Almost a week later you wake up and Dean is sitting at the edge of your bed, waiting for you. There are two mugs sitting on the little chest of drawers beside your bed; steam curls up out of them like smoke from two tiny chimneys. 

"Hey," says Dean. His eyes are sad and kind and you know, you know that Sam told. You want to say good morning but when your mouth opens up, nothing comes out of it. You lie there and stare up at him and after a second your eyes burn, your face feels hot like you’re going to cry again, but it seems you can’t manage that, either. You shut your eyes for a second and pretend that it means he can’t see you. Like the anvil, another one of your sad fantasies. "Cas," he says. "Sam told me what you said."

"Oh," you say.

"He was worried about you," says Dean. "It bothered him to say anything, but he thought he had to."

"Of course," you say. Your eyes are still shut, you are an ostrich in a hole, headed for the center of the earth. "But I’m fine."

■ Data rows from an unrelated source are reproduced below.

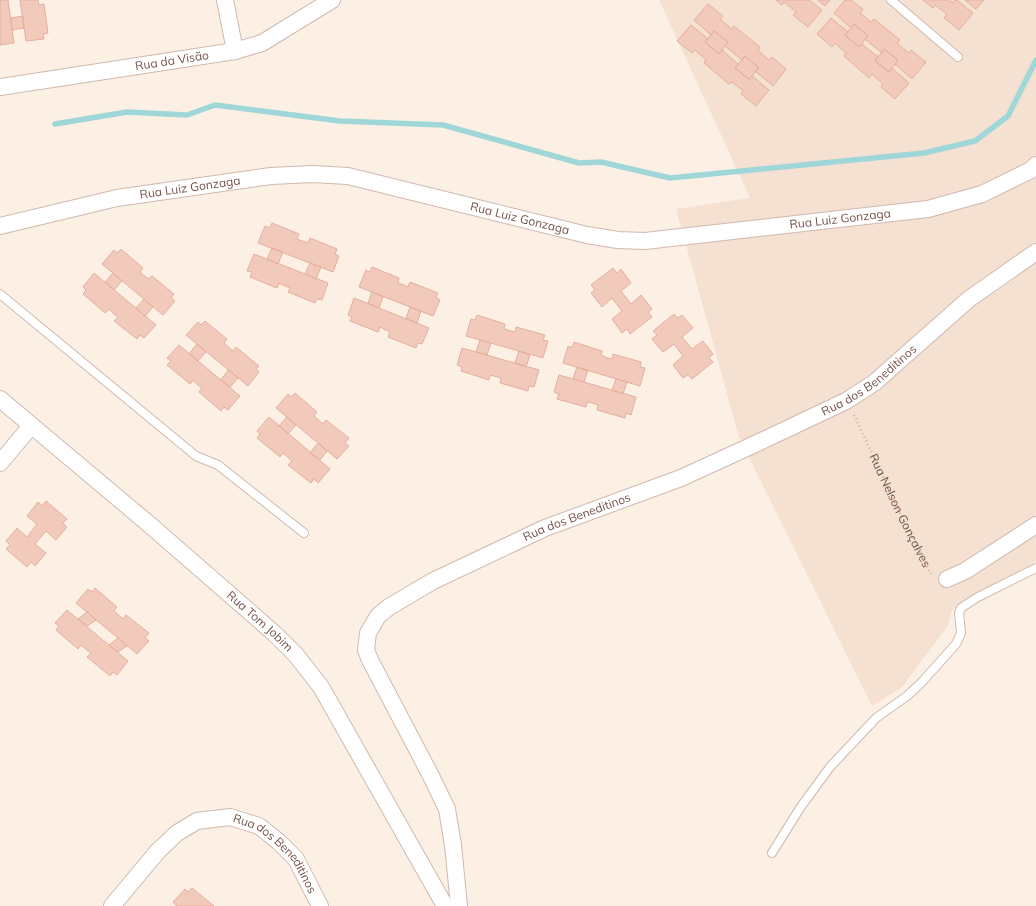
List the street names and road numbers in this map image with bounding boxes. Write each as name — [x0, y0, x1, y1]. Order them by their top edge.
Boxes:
street label: Rua da Visão — [134, 47, 210, 73]
street label: Rua Luiz Gonzaga — [138, 172, 241, 202]
street label: Rua Luiz Gonzaga — [469, 198, 571, 237]
street label: Rua Luiz Gonzaga — [789, 205, 892, 232]
street label: Rua dos Beneditinos — [819, 341, 919, 419]
street label: Rua Nelson Gonçalves — [866, 451, 934, 570]
street label: Rua dos Beneditinos — [520, 489, 633, 544]
street label: Rua Tom Jobim — [224, 587, 296, 655]
street label: Rua dos Beneditinos — [231, 810, 320, 896]

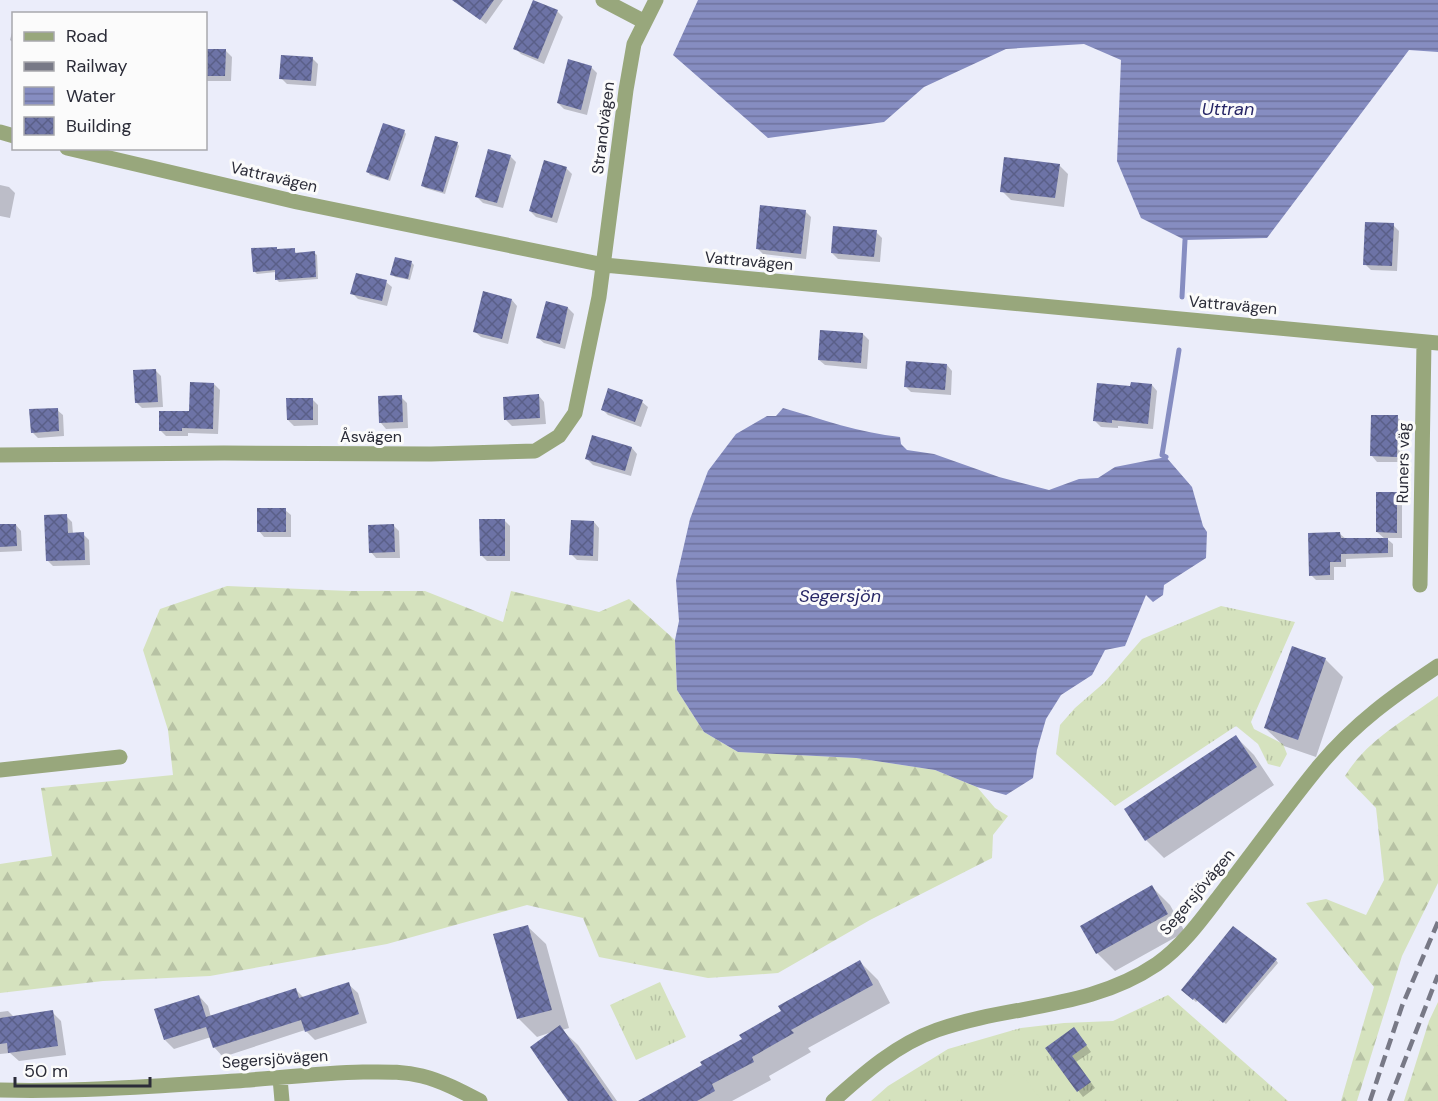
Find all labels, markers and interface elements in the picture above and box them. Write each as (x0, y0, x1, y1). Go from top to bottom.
legend (12, 12, 207, 150)
text: Road (66, 24, 108, 48)
text: Railway (66, 54, 128, 78)
street label: Strandvägen (587, 81, 619, 175)
text: Water (66, 84, 116, 108)
water label: Uttran (1202, 97, 1254, 121)
text: Building (66, 114, 131, 138)
street label: Vattravägen (228, 157, 320, 197)
street label: Vattravägen (704, 247, 794, 275)
street label: Vattravägen (1188, 291, 1278, 319)
street label: Runers väg (1392, 422, 1414, 504)
street label: Åsvägen (340, 426, 402, 447)
water label: Segersjön (799, 584, 881, 608)
street label: Segersjövägen (1155, 844, 1239, 940)
street label: Segersjövägen (221, 1045, 329, 1073)
scale bar (15, 1050, 150, 1088)
text: 50 m (24, 1059, 68, 1083)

"You’re not fine," says Dean.

"I’m- what else can I be," you say. You open your eyes. You’re a little angry. The words bubble out of you, they gush and churn. "I’m fine. I have to be fine. There’s nothing else for me to be. I have to be this. Even if-"

"If what?"

"Even if I’m a bad human." There it is, it’s come out of your mouth. There’s no hiding anymore. You sit up and push the covers off with your good hand, wincing when the wrapped one hits the surface of the bed. You sit there in your pajama pants- the ones Dean gave you- and stare down at your knees. "I still can’t be anything else."

"Christ," Dean says. He’s staring at you. "This is what you’ve been worried about?" You look at him and you can feel your eyes narrowing down to slits. For some bizarre reason that makes him smile. "There you are," he says, absurdly. "Cas, you’re like the best person I know. You’ve got to be kidding."

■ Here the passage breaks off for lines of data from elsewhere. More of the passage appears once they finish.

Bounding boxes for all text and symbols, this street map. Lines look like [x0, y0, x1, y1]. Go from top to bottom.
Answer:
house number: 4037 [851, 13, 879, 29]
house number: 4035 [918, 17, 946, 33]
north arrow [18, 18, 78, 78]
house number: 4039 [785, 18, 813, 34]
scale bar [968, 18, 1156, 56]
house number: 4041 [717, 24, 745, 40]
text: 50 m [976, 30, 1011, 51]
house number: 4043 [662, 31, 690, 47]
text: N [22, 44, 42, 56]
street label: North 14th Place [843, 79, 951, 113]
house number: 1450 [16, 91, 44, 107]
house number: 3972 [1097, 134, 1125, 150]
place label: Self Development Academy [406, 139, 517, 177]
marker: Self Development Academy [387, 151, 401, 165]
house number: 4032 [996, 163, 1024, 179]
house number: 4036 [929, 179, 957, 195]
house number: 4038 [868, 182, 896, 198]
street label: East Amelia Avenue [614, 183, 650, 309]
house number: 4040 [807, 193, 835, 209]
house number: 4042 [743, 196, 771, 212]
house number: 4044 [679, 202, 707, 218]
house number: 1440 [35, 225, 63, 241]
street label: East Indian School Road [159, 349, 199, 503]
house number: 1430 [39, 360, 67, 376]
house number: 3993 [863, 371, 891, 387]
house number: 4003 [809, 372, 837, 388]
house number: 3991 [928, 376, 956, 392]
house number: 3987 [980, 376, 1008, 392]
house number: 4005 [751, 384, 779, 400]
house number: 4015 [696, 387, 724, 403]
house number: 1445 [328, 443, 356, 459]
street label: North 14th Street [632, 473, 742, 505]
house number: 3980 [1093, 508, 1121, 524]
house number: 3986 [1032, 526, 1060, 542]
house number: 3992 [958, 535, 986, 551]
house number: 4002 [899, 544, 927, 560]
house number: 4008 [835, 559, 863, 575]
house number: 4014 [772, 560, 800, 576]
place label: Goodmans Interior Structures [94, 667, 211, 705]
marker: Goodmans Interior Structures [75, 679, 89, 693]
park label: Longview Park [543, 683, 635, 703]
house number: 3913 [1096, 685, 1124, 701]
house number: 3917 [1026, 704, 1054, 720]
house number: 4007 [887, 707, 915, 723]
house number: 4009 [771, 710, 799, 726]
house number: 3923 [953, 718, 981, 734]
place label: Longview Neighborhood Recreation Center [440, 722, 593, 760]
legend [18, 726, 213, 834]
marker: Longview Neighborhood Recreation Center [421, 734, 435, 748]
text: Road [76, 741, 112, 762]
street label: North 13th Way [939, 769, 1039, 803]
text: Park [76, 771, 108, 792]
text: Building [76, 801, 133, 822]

"I have these thoughts," you say. "These- sad, wrong thoughts. I can’t always make them stop."

"Yeah," says Dean. "Join the club." He smiles at your confusion, but not unkindly, and without much bitterness. "So much shit has happened to you," Dean says. "You got a right to think sad things, maybe. Just- if it’s too much, you gotta talk to me. You have to say something. Don’t think you’re all alone."

"Okay."

"Okay?" Dean repeats after you. He sounds relieved. "Good. You hungry?" You nod at him. "I’ll get breakfast going." You follow him out to the kitchen and there you sit and watch Dean work: cracking eggs in a bowl and whisking them with a little milk and pepper and green onions, scrambling them in a pan that he’s already cooked the sausages in, making the eggs just a little greasy and heavily scented with sage. He has his back to you when he says, "So, the werewolf." It sounds like a question.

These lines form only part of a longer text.